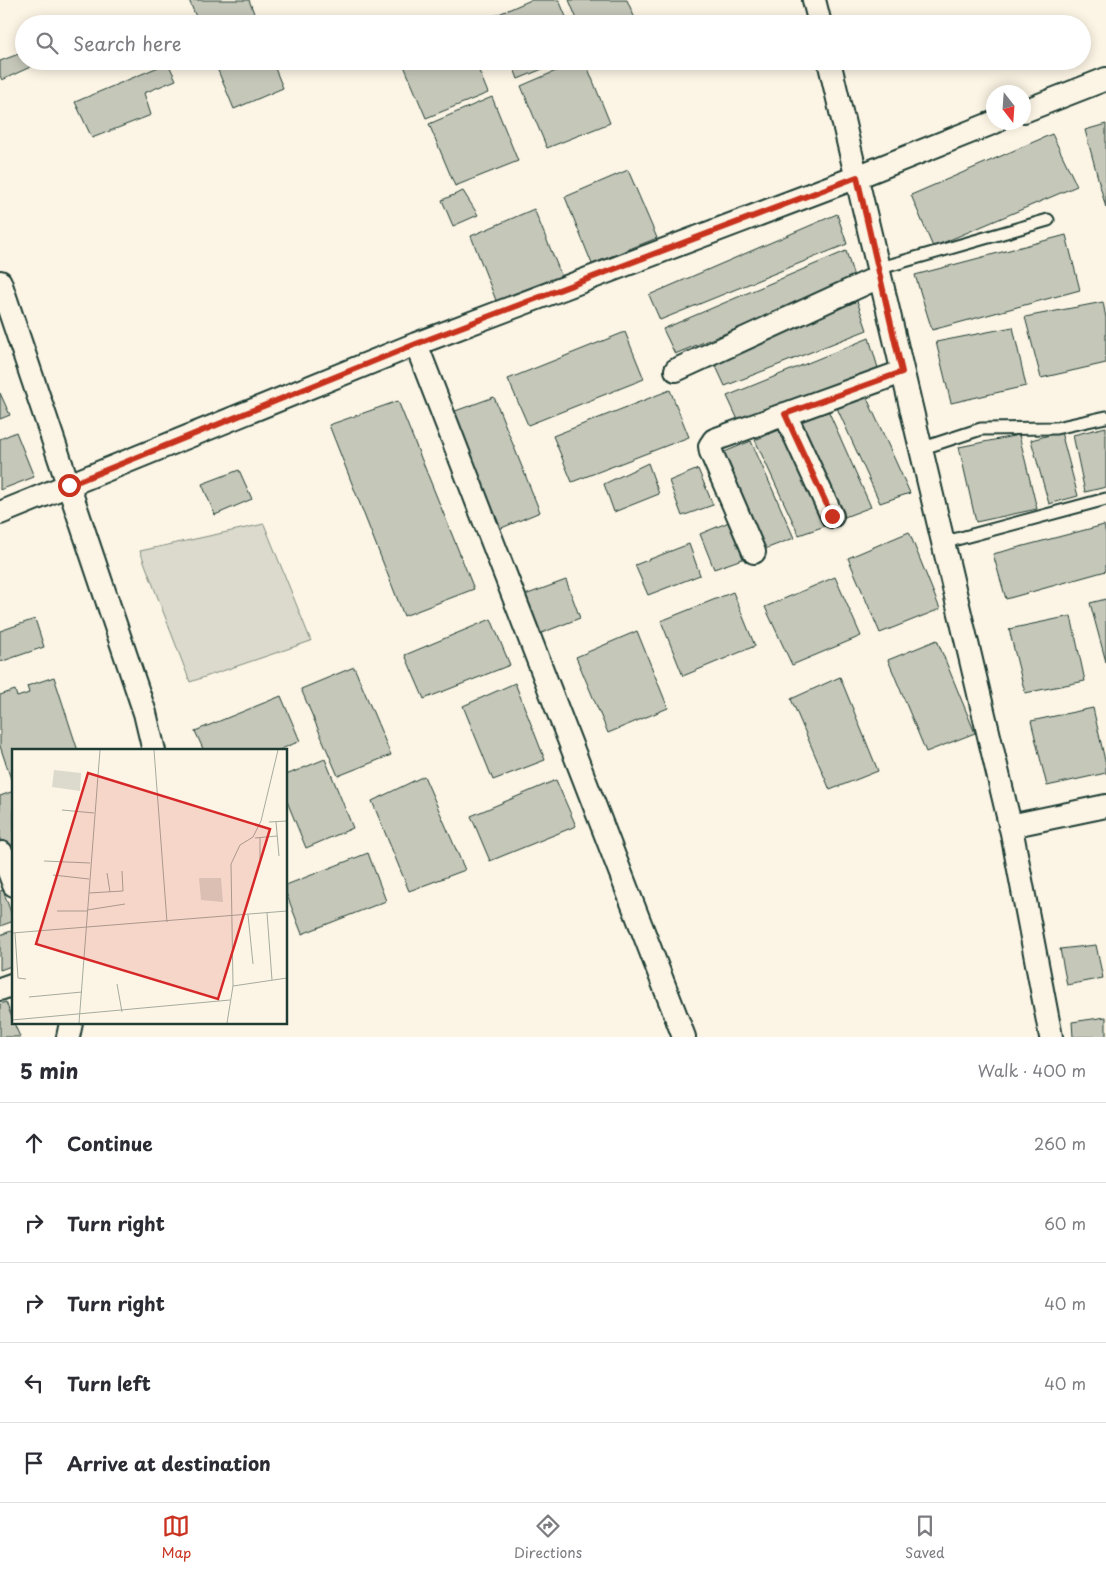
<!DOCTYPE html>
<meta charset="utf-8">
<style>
body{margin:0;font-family:"Playpen Sans",sans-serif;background:#f7f7f7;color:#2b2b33}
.compass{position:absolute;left:986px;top:85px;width:45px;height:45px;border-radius:50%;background:#fff;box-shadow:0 2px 12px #0003;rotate:163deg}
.stop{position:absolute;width:15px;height:15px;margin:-11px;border:4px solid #c8321e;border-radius:50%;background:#fff}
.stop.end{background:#c8321e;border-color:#fff;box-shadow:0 1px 5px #0008}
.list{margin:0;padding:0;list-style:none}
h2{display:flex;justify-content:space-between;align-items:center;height:65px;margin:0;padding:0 20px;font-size:21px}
h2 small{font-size:16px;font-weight:400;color:#7c7c81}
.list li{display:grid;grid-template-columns:32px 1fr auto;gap:15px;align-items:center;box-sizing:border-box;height:80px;padding:0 20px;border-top:1px solid #e1e1e2}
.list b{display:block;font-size:19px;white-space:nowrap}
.list em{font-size:16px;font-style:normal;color:#7c7c81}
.icon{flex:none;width:28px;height:28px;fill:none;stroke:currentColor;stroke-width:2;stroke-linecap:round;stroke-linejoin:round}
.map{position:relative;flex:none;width:1106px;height:1037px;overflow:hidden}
.search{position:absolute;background:#fff;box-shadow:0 2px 12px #0003;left:15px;right:15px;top:15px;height:55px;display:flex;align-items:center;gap:12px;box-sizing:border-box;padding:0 18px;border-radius:28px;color:#7c7c81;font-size:19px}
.sheet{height:465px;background:#fff}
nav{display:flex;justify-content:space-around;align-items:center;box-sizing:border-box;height:70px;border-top:1px solid #e1e1e2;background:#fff;font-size:14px;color:#7c7c81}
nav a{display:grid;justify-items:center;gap:2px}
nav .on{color:#c8321e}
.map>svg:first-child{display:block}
.green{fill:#dcdacc;stroke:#7e8c80}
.building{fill:#c5c7b9;stroke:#1f3d34}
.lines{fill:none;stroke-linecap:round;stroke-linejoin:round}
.lane-casing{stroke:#1f3d34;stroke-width:15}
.street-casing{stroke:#1f3d34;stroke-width:26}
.lane{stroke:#fcf5e5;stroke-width:11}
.street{stroke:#fcf5e5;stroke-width:22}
.route{stroke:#c8321e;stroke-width:6}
.inset-road{fill:none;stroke:#a4ab9e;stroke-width:1}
.view{fill:#d62828;fill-opacity:0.15;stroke:#d62828;stroke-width:2.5}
.inset-edge{fill:none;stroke:#1f3d34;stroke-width:2.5}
</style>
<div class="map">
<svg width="1106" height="1037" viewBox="0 0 1106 1037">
<rect width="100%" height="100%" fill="#fcf5e5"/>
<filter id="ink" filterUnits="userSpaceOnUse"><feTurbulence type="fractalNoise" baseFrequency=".02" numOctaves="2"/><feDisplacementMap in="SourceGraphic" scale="10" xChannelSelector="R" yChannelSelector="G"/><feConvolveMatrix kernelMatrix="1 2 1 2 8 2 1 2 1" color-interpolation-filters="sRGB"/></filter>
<g filter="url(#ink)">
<path class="green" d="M264 524 311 641 190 682 140 551Z"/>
<path class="building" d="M189 0H249L258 24H199Z
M531 0H559L569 24H495L492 17Z
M569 0H627L636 21 627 24H579Z
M24 52V61H38L39 63 2 80 0 76V61Z
M214 61H272L283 88 234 109Z
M402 61H475L488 93 426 118Z
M511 61H562L518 79Z
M579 61H585L610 123 547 148 521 86Z
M168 63 176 80 144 93 151 115 92 138 75 102Z
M492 97 518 161 455 186 429 124Z
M1106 124V208L1085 130Z
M1052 134 1077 186 933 247 911 195Z
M628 170 657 238 592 264 565 197Z
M463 191 478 215 453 226 442 200Z
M534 209 562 277 497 303 471 236Z
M837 214 847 244 660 320 649 295Z
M1066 235 1080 290 932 330 915 275Z
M846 251 855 280 675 354 663 329Z
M857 301 867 330 725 386 714 362Z
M1103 302 1106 318V363L1041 378 1025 317Z
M1013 327 1026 386 951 403 936 342Z
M625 332 644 379 528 425 508 379Z
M869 338 878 368 739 422 727 396Z
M670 390 689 437 572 482 553 436Z
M0 393 10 415 0 419Z
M866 396 910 493 880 503 837 408Z
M494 397 540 512 492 532 447 414Z
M398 401 474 589 404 616 329 425Z
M828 410 871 507 842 518 799 422Z
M1106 427V487L1085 492 1073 435Z
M784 428 828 525 799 535 755 440Z
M16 432 34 477 0 490V439Z
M1061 432 1078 496 1049 504 1031 440Z
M1019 435 1037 509 976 522 959 447Z
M751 441 794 538 765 549 722 453Z
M648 463 659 494 614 512 604 484Z
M698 469 713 505 682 516 669 481Z
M239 470 252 499 215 515 202 484Z
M729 522 745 558 714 569 700 534Z
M1104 525 1106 534V571L1006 599 993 554Z
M909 532 940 609 880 633 848 558Z
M689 544 700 575 648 595 635 565Z
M835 577 861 636 792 665 765 607Z
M566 580 580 618 539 634 525 595Z
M733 592 755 646 683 676 661 621Z
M1106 599V662L1090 603Z
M1071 616 1085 681 1025 693 1009 629Z
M35 619 44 647 0 662V631Z
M491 619 510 665 424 699 405 655Z
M637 631 668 708 608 733 576 657Z
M937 640 975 733 926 752 888 660Z
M354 667 391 755 338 776 301 689Z
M54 677 78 751H14L13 785 0 746V695L15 690 17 697 29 693 27 686Z
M840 677 878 771 830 790 791 699Z
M515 683 545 760 493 780 463 706Z
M281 696 300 741 277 751H204L195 731Z
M1093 708 1106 765V773L1047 786 1031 721Z
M325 759 353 828 306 848 286 799V775Z
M424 776 465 870 409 891 372 801Z
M556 780 576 826 490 861 471 816Z
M14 791V848L3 851 0 842V796Z
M368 853 386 901 302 934 286 893V885Z
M3 890 14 921 0 926V891Z
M14 930V965L0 970V935Z
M1096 945 1103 978 1067 985 1060 949Z
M6 1002 14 1023 20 1037H0V1004Z
M1106 1017V1037H1073L1072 1022Z"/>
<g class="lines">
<g class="lane-casing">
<path id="lane" d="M877 269 1048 220
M920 449 981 429 1056 428 1106 417
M942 543 1106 499"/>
</g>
<g class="street-casing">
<path id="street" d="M814 0 820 24
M829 61 1012 833 1051 1037
M1024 111 1106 79
M0 282 145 713 154 751
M416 344 684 1037
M676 370 879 277
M785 414 832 516
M0 513 416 344 857 177 995 122
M754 552 711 452 710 446 714 440 902 372
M1010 826 1106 806
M2 853 14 885
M0 989 14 984
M68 1037 71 1023"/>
</g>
<use href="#lane" class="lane"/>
<use href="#street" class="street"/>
</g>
</g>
<g class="lines" filter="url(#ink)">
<path class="route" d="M69 485 416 344 857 177 902 372 785 414 832 516"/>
</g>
<g transform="translate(12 749)">
<rect width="275" height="275" fill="#fcf5e5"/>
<path d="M42 21 69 24 68 42 40 38ZM187 129H209L211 153 189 151Z" fill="#dcdacc"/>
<path class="inset-road" d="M142 1 155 173M50 61 82 64M257 73 275 72M264 73 267 107M248 88V110M243 89 265 87M32 112 78 114M95 124 98 143M41 126 77 130M77 144 111 142 110 122M75 161 113 155M45 162H75M255 164 260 231M236 166 241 215M0 184 275 162M3 184 6 229 14 230M105 235 110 263M221 237 275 229M17 248 70 243M0 271 218 251M67 274 88 1M215 274 221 237 219 115 228 96 241 88 249 72 266 1"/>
<path class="view" d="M76 24 258 80 206 250 24 195Z"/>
<rect width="275" height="275" class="inset-edge"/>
</g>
</svg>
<svg class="compass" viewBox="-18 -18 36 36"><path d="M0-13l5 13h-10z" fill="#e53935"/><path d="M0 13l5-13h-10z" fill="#7c7c81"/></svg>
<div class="stop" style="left:69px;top:485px"></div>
<div class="stop end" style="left:832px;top:516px"></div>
<div class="search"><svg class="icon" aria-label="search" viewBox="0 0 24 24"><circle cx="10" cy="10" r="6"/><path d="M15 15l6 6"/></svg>Search here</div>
</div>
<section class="sheet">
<h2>5 min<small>Walk · 400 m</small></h2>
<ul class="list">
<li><svg class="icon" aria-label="ahead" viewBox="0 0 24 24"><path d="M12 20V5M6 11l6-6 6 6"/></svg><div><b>Continue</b></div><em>260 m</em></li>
<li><svg class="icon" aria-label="right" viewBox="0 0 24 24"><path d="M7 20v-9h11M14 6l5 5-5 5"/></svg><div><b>Turn right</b></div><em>60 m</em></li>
<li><svg class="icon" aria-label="right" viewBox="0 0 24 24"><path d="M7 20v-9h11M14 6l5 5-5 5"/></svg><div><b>Turn right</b></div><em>40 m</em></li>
<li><svg class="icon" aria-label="left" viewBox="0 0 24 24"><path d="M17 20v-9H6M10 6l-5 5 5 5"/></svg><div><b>Turn left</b></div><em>40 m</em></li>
<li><svg class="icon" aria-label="arrive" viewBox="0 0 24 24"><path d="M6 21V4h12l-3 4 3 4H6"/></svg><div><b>Arrive at destination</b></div></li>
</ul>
</section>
<nav>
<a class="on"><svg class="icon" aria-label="map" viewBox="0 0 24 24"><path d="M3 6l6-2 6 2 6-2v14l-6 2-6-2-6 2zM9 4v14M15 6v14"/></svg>Map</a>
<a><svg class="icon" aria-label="directions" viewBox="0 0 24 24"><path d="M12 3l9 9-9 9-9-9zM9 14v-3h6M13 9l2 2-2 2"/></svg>Directions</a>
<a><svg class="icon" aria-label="saved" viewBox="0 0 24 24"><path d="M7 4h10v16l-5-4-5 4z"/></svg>Saved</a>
</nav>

—————

TO DO
I need each line of the entries that holds the string "grid" located and copied.

WRITTEN SOLUTION
.list li{display:grid;grid-template-columns:32px 1fr auto;gap:15px;align-items:center;box-sizing:border-box;height:80px;padding:0 20px;border-top:1px solid #e1e1e2}
nav a{display:grid;justify-items:center;gap:2px}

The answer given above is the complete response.